(Items from a data source)
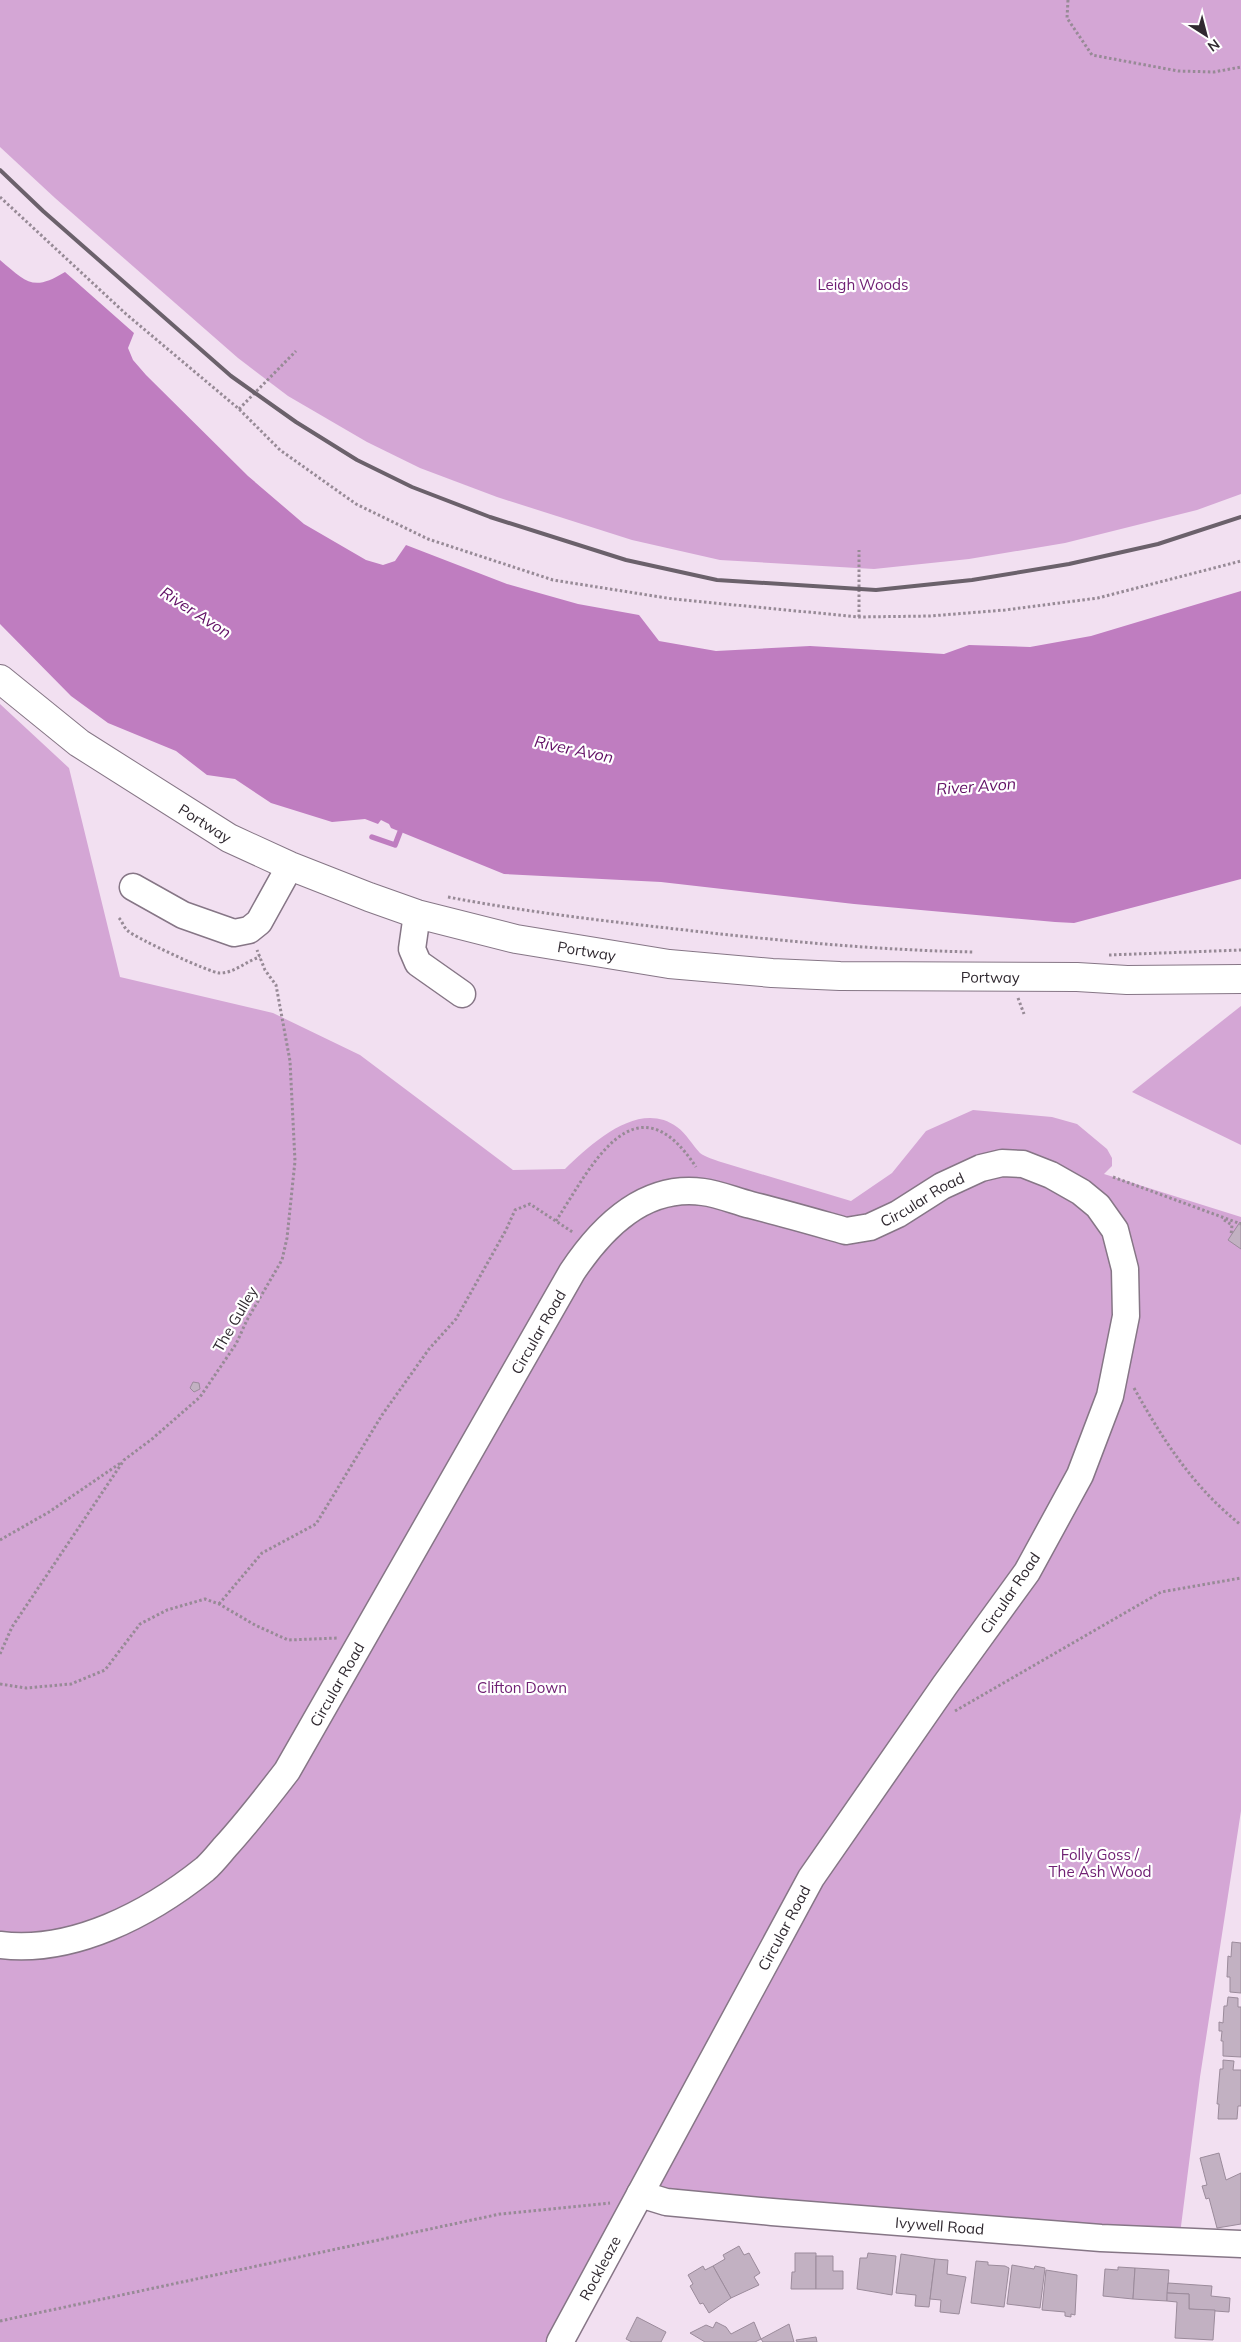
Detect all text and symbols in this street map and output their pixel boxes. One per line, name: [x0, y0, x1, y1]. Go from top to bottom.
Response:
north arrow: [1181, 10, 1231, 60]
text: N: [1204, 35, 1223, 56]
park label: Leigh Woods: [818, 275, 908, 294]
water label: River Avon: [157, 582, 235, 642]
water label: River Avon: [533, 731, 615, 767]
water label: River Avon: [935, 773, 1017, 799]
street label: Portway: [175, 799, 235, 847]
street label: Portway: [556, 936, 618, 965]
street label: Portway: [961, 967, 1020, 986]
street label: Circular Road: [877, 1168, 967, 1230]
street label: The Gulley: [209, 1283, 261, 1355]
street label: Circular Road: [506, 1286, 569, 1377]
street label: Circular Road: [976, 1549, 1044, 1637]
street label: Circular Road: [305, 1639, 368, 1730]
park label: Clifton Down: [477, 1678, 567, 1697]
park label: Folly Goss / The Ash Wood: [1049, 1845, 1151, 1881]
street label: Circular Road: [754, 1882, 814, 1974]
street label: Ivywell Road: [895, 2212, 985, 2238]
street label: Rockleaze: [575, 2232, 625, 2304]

* _What you need to do_:
What you give back must be the data above, reproduced exactly and free of pictures.

* _Written reply_:
Detect all text and symbols in this street map and output their pixel boxes. One per line, name: [x0, y0, x1, y1]. Go from top to bottom.
Response:
north arrow: [1181, 10, 1231, 60]
text: N: [1204, 35, 1223, 56]
park label: Leigh Woods: [818, 275, 908, 294]
water label: River Avon: [157, 582, 235, 642]
water label: River Avon: [533, 731, 615, 767]
water label: River Avon: [935, 773, 1017, 799]
street label: Portway: [175, 799, 235, 847]
street label: Portway: [556, 936, 618, 965]
street label: Portway: [961, 967, 1020, 986]
street label: Circular Road: [877, 1168, 967, 1230]
street label: The Gulley: [209, 1283, 261, 1355]
street label: Circular Road: [506, 1286, 569, 1377]
street label: Circular Road: [976, 1549, 1044, 1637]
street label: Circular Road: [305, 1639, 368, 1730]
park label: Clifton Down: [477, 1678, 567, 1697]
park label: Folly Goss / The Ash Wood: [1049, 1845, 1151, 1881]
street label: Circular Road: [754, 1882, 814, 1974]
street label: Ivywell Road: [895, 2212, 985, 2238]
street label: Rockleaze: [575, 2232, 625, 2304]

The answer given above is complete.